Photo Geek Info: Umbrellas were the name of the game on this shoot. That and a beauty dish gold reflector combo for Hailey’s shots. For the Duryba’s family shots, I wanted to meld the flash with the ambient so it looked as natural as possible, filling in the shadows while making use of all that glorious back light and colour. I gelled the SB-900 warm with a 1/4CTO gel which worked perfectly. Same with the Beauty Dish. It was shot during golden light so the warm gel and the gold reflector worked superbly. Can’t beat golden light. It’s my absolutely favourite time to shoot. But, you have to be quick. The light falls very fast so moving quickly is a necessity. I’m always shooting manual with flash so knowing the settings before hand is a bonus before the real shooting begins. TTL would always work but I prefer having supreme control over the light and knowing exactly what it is going to be doing. 8)
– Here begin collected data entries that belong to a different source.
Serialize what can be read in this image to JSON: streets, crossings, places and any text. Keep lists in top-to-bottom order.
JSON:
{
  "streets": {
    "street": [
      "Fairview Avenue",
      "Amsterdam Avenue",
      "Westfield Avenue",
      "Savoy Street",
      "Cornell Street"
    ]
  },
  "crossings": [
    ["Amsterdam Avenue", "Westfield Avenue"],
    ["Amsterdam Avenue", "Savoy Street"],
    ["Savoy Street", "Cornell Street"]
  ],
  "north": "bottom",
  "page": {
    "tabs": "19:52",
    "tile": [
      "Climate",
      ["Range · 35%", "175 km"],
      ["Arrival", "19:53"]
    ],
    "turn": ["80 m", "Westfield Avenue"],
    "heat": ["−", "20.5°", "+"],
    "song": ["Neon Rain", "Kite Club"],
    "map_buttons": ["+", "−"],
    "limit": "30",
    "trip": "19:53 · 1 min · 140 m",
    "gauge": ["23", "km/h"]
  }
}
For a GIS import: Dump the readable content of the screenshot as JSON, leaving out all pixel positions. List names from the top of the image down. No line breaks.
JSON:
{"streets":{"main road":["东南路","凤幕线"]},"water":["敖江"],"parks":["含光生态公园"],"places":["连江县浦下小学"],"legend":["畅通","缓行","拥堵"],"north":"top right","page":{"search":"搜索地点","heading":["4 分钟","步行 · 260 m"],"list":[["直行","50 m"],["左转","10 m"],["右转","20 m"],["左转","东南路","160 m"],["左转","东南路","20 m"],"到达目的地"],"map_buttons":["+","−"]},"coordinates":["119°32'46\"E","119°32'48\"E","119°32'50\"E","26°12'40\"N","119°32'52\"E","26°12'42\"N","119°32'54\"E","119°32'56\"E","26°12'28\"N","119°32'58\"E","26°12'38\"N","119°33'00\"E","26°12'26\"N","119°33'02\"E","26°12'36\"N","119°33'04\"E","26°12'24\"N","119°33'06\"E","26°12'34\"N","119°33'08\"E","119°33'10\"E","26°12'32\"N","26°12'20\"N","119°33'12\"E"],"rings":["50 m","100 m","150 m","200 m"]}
Nearly nobody will deny that good timing is super important in life. Baby falls from a burning building, the fireman reaches out at just the exact moment to catch that little bundle of joy and save the day! Photography is much the same, especially if you are taking a picture of said falling baby. A second too soon or too late equals a blown shot and missed opportunity. I’ve got a whole stack of images that are like that. “Ah! If I’d only waited a millisecond more I would have had the shot! Doh!” 😦 But when everything lines up, and the timing is right, it’s magically great! 8) Thinking about Light in the same way is critical to getting good shots too. Light at different times of the day is radically different. Ok, Ok, the photons aren’t any different, but the mood, colour and direction of the light ARE different. I took these two shots with exactly the same camera settings. (ISO 200 f/8 200mm). The first one was at 8:36AM and the second at 1:11PM. Just look at how radically different the shots look and feel.
The light is much more golden in the early morning. The direction is low and from the side which gives detail to the pump jack head and the drilling rig in the background.
In contrast, the light at mid-day is flat and boring. It just doesn’t have the same pizzaz that the early morning shot does. Or, that a sunset has. This is the key to how good landscape photographers get awesome photos. The locations are great and the timing of the light is everything. Time it well and your photography will be at least 17% better. 😉
Last night after another magical slow cooked dinner we decided to have a fire. After we got the s’more pit going, I looked up and noticed a
gaggle pride flock band murder of crows. I know why they call them a murder.They make so much obscene noise you want to murder them all! It was a toss up between the camera and a gun on this “shoot”. 😉 My theory is that there was something dead nearby because they and two hawks kept swooping in and out of the trees behind our house. Anyways, it was golden light and everything was rich in colour. Love it! Can’t beat it ever! I grabbed the 70-300 and nabbed a few shots before the light slinked away behind the horizon. It’s gyp that the sunsets aren’t lasting as long as they did even a few weeks ago. All of these shots (except the fire pit) are with the 70-300. You can see how longer glass gives you added compression and photo num nums. The power/telephone poles show this in the pics of the family. Even at f/5.6 0r f/8, they look compressed and bokehlicious. 8) And the shots of the lone yellow clover blossoms have sweet sweet bokeh at 300mm. That’s the added benefits of compression in images. If you’ve ever wondered why the vast majority of portrait photographers use that magical 70-200 lens, this is why.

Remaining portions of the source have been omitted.